Each replica contains the following state:

  • Value: the value that is stored on each replica we want to keep in sync.
  • Value Timestamp: a timestamp representing the operations executed to achieve the current value.
  • Log: all the update operations the replica has accepted so far. It may contain already processed operations that are yet required to be propagated to other replicas.
  • Replica Timestamp: represents all the operations the current replica has accepted, i.e., that were placed in the log.
  • Executed Operations: a list with the unique IDs of the executed operations on the current replica.
  • Timestamp Table: a list with the the known replica timestamps from other replicas.

Get Operations

When a client makes a read request, it sends the prev timestamp as well as the request information. Then, the server proceeds as follows:

  1. Compares the prev timestamp with the valueTimestamp to see if we can safely read the value to ensure consistency, i.e., if prev <= valueTimestamp.
  2. If the previous condition is met, the server replies the required information.

Otherwise, wait.

Update Operations

When a client wants to make an update, it generates a UUID id to uniquely identify the request. Then, it sends the id, the data and prev, When the request req arrives in the server, the replica checks decides whether of not to discard the request. A request is discarded if:

  • The id is present on the executed operations list; or
  • The id is present on any log record.

If the request is accepted, then we follow the algorithm:

  1. Update the replica timestamp by incrementing the $i$th entry, where i is the current instance number starting on 0.
  2. Create a unique timestamp to represent the operation from now on. This timestamp is created by duplicating prev and replacing the ith entry with the previously calculated value.
  3. Creates a new log record with the new timestamp, the current instance number, the id and the data to add.
  4. Returns the new timestamp to the client.
  5. Checks if the operation can be executed immediately by checking if prev <= valueTimestamp. If possible, execute merge(timestamp, valueTimestamp).

Otherwise, wait.

Note: if the system’s data has no casual dependencies, there is no need to wait to have the updated data to apply the changes. In that specific case, most of the logic above can be simplified in order to just avoid duplications, but the updates can be immediately applied.

Gossip Operations

This architecture requires each replica to gossip every $t$ time to each other in order to keep consistency. On a gossip request, a replica i sends to the replica j:

  • The instance number i;
  • The sourceTimestamp, which is the replica timestamp of replica i;
  • The logs records we estimate the replica j does not have.

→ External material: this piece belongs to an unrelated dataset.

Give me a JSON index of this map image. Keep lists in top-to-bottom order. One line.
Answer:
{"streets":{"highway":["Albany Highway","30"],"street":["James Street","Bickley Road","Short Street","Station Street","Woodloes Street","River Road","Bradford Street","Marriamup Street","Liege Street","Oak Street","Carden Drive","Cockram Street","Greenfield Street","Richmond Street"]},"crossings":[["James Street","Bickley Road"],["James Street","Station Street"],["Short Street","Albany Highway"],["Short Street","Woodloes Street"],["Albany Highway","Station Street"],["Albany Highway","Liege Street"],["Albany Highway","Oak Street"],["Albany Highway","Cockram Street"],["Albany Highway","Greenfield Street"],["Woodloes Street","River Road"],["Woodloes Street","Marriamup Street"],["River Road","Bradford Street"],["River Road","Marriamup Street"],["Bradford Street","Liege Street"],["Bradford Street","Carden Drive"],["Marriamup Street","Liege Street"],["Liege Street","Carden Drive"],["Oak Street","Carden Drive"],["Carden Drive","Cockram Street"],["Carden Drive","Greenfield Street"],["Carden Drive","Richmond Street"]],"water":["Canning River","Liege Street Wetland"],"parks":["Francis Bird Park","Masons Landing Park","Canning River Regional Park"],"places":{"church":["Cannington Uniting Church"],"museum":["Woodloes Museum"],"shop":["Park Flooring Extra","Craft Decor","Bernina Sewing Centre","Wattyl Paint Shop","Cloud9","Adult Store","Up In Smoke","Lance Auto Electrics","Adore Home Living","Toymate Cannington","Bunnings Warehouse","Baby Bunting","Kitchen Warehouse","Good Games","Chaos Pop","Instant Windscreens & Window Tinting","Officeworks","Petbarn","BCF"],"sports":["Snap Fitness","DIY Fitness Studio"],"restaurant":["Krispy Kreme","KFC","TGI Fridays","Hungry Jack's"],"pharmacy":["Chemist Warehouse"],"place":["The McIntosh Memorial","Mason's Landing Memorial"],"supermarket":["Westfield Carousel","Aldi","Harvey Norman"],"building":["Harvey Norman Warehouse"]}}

When the replica j receives the gossip message from the replica i, it then proceeds as follows:

  1. Updates the entry i in the timestamp table with the replicaTimestamp;
  2. For each log record r:
    • Checks if r.id is on the executed operations list. If so, discards.
    • Checks if r.timestamp > replicaTimestamp. If not, discards.
    • Adds the record to its own record log.
  3. Updates replicaTimestamp, by executing merge(sourceTimestamp, replicaTimestamp).
  4. Goes through the log and executes all stable operations.
  5. Finally, cleans up the log.

Notes and Advices

  • This is an architecture, not a protocol.
  • Each use-case can be implemented with its specifics.
  • There are ways to ensure the client does not get inconsistent results if they switch replicas.